[Work item] The records below are to be transcribed exactly from their first line to the line that has "function label(font, color, halo, rows, align", inclusive, with every picture omitted.

[Supplied material]
___
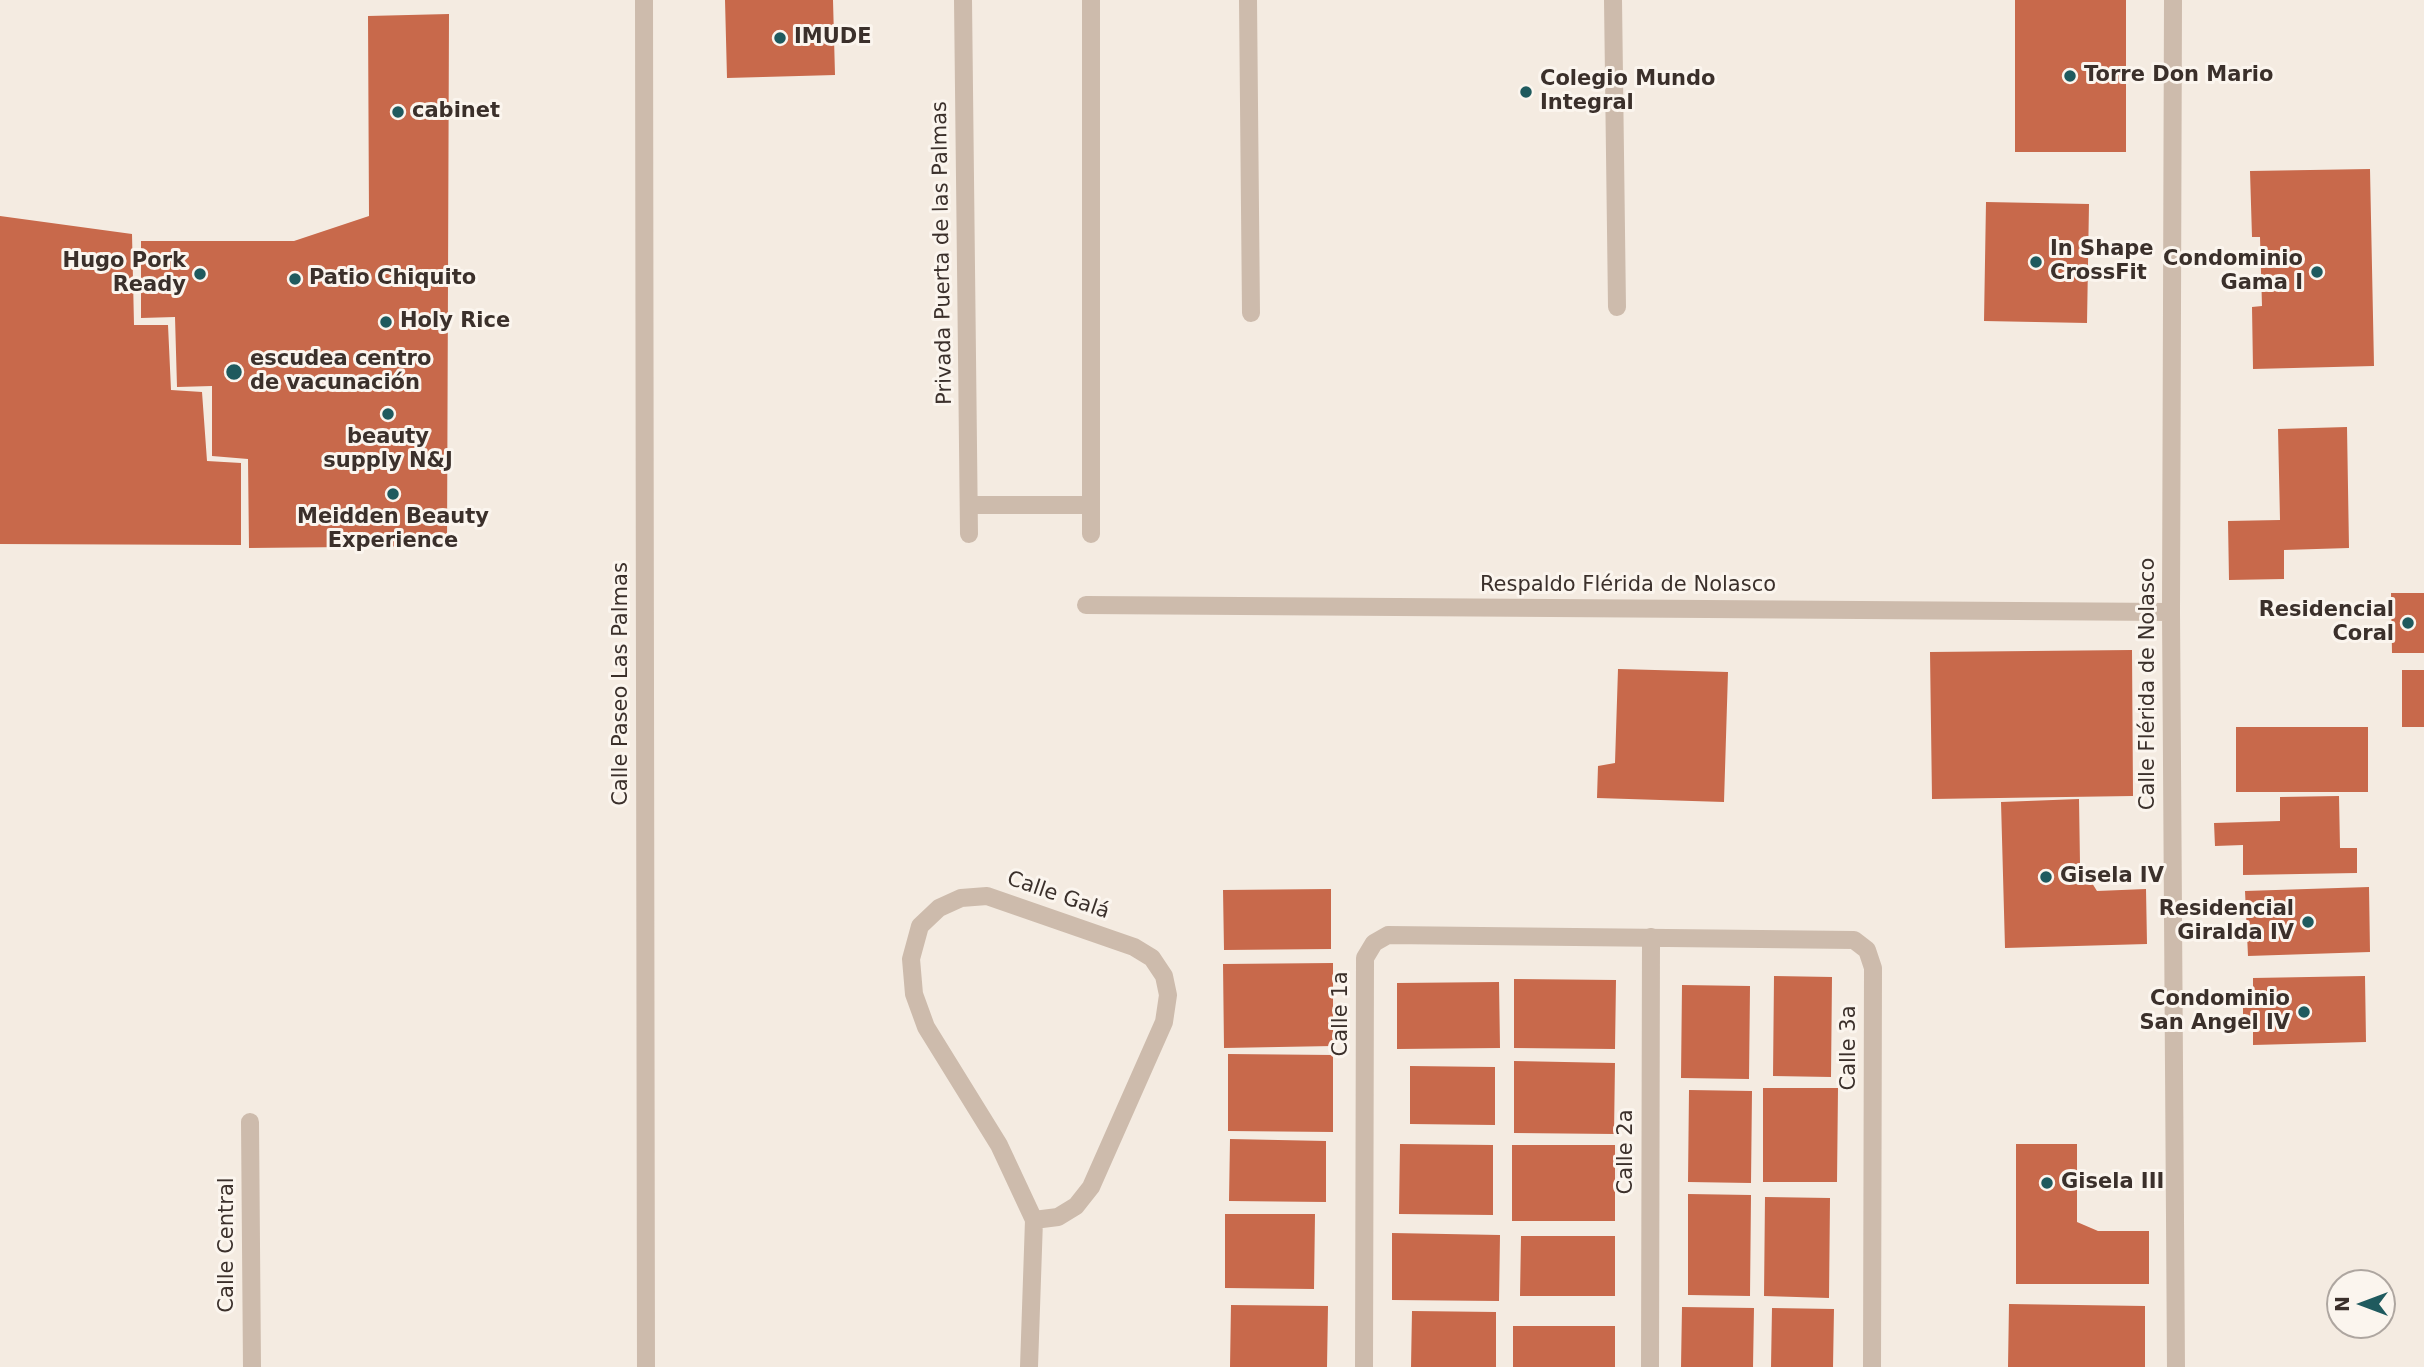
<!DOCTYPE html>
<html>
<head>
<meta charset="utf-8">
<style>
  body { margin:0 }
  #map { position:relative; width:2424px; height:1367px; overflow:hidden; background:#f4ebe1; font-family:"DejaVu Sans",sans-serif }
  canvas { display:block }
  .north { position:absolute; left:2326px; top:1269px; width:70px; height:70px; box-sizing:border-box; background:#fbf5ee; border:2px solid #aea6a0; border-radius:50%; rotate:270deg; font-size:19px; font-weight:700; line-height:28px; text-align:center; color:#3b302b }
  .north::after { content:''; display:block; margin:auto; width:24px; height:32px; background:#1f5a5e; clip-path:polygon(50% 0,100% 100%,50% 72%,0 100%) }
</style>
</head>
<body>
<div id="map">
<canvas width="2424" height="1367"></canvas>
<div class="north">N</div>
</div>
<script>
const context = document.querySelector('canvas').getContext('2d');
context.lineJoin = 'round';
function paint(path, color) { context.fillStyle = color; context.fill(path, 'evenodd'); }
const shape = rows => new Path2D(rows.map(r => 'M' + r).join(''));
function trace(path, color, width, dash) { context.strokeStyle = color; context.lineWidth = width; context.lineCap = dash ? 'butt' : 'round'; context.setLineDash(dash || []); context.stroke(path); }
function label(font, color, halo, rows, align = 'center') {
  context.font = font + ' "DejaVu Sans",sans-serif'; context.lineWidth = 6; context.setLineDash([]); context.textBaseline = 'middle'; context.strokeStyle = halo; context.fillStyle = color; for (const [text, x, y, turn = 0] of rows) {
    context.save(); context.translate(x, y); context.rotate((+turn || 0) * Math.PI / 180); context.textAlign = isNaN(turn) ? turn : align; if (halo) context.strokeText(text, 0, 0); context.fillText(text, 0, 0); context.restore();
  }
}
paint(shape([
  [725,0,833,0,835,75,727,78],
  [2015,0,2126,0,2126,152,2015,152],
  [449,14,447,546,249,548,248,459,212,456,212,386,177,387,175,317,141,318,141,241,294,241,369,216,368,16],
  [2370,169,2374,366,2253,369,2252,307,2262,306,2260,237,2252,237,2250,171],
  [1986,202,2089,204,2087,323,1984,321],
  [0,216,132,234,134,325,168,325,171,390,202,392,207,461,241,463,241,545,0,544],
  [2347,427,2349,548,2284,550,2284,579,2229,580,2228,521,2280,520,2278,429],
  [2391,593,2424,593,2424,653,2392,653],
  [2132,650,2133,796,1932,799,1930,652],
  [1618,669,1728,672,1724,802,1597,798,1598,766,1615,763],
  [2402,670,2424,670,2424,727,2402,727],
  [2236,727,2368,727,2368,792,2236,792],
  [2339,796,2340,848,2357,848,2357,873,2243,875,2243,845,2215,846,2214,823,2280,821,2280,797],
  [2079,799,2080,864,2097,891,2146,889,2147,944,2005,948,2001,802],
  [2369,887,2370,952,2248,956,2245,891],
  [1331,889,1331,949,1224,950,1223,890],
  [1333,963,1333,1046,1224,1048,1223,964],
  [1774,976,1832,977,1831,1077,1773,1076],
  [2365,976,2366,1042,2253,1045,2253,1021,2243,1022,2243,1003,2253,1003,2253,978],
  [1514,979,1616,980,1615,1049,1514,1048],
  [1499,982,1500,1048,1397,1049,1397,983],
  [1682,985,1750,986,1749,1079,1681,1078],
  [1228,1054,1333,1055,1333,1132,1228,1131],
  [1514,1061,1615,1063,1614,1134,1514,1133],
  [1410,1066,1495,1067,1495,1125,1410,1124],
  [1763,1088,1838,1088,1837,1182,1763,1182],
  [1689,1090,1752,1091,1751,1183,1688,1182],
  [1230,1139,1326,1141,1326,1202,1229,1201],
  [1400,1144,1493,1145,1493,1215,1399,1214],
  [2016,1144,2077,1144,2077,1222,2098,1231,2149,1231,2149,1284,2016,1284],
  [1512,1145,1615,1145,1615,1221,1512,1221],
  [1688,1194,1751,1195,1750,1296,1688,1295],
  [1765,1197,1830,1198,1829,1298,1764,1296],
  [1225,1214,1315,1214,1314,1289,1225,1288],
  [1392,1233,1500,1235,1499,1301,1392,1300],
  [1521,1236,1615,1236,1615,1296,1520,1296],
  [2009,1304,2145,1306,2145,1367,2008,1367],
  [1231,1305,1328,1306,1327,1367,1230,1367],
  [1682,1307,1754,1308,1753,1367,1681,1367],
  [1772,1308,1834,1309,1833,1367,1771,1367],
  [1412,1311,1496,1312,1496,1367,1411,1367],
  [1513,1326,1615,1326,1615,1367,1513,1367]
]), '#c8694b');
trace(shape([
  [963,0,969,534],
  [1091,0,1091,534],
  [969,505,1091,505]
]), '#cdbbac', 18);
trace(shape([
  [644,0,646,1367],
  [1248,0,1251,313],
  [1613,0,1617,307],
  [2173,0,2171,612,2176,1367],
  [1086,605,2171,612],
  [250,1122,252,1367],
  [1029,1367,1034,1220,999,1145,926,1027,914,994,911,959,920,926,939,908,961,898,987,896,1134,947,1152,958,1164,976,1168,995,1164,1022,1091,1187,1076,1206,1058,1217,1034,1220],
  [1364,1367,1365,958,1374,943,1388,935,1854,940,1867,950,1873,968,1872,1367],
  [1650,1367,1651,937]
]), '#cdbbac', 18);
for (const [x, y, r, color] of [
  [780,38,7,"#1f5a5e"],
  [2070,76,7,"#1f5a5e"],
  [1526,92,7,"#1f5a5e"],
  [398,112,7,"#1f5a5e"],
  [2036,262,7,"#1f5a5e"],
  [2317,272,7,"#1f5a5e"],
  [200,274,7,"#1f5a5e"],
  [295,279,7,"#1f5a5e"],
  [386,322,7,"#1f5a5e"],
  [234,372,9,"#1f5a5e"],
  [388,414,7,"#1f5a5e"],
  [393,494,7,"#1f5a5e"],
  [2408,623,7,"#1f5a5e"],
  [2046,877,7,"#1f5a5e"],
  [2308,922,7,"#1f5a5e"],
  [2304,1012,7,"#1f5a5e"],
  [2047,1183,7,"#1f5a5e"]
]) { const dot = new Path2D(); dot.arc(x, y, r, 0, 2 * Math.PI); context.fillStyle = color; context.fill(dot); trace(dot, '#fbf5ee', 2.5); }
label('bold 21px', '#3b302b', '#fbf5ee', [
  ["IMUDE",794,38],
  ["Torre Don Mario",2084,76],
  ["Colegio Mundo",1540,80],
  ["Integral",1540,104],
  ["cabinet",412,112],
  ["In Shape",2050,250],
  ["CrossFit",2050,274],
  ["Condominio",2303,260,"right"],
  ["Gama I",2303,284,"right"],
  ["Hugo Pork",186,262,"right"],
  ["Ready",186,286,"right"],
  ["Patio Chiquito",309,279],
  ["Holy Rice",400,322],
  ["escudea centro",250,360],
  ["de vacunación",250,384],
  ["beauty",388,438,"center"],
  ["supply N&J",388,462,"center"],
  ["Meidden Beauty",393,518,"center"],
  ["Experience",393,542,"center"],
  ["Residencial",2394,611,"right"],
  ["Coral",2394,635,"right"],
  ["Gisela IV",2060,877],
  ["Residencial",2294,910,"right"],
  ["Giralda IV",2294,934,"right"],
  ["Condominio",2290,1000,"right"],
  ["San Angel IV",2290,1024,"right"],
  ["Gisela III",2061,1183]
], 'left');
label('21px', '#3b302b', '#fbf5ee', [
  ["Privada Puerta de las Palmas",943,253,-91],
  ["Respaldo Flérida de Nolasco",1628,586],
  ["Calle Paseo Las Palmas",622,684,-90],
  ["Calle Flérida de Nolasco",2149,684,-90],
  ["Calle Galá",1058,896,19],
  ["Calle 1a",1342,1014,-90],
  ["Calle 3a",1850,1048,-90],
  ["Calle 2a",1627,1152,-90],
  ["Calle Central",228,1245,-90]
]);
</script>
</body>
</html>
___
[Written solution]
<!DOCTYPE html>
<html>
<head>
<meta charset="utf-8">
<style>
  body { margin:0 }
  #map { position:relative; width:2424px; height:1367px; overflow:hidden; background:#f4ebe1; font-family:"DejaVu Sans",sans-serif }
  canvas { display:block }
  .north { position:absolute; left:2326px; top:1269px; width:70px; height:70px; box-sizing:border-box; background:#fbf5ee; border:2px solid #aea6a0; border-radius:50%; rotate:270deg; font-size:19px; font-weight:700; line-height:28px; text-align:center; color:#3b302b }
  .north::after { content:''; display:block; margin:auto; width:24px; height:32px; background:#1f5a5e; clip-path:polygon(50% 0,100% 100%,50% 72%,0 100%) }
</style>
</head>
<body>
<div id="map">
<canvas width="2424" height="1367"></canvas>
<div class="north">N</div>
</div>
<script>
const context = document.querySelector('canvas').getContext('2d');
context.lineJoin = 'round';
function paint(path, color) { context.fillStyle = color; context.fill(path, 'evenodd'); }
const shape = rows => new Path2D(rows.map(r => 'M' + r).join(''));
function trace(path, color, width, dash) { context.strokeStyle = color; context.lineWidth = width; context.lineCap = dash ? 'butt' : 'round'; context.setLineDash(dash || []); context.stroke(path); }
function label(font, color, halo, rows, align = 'center') {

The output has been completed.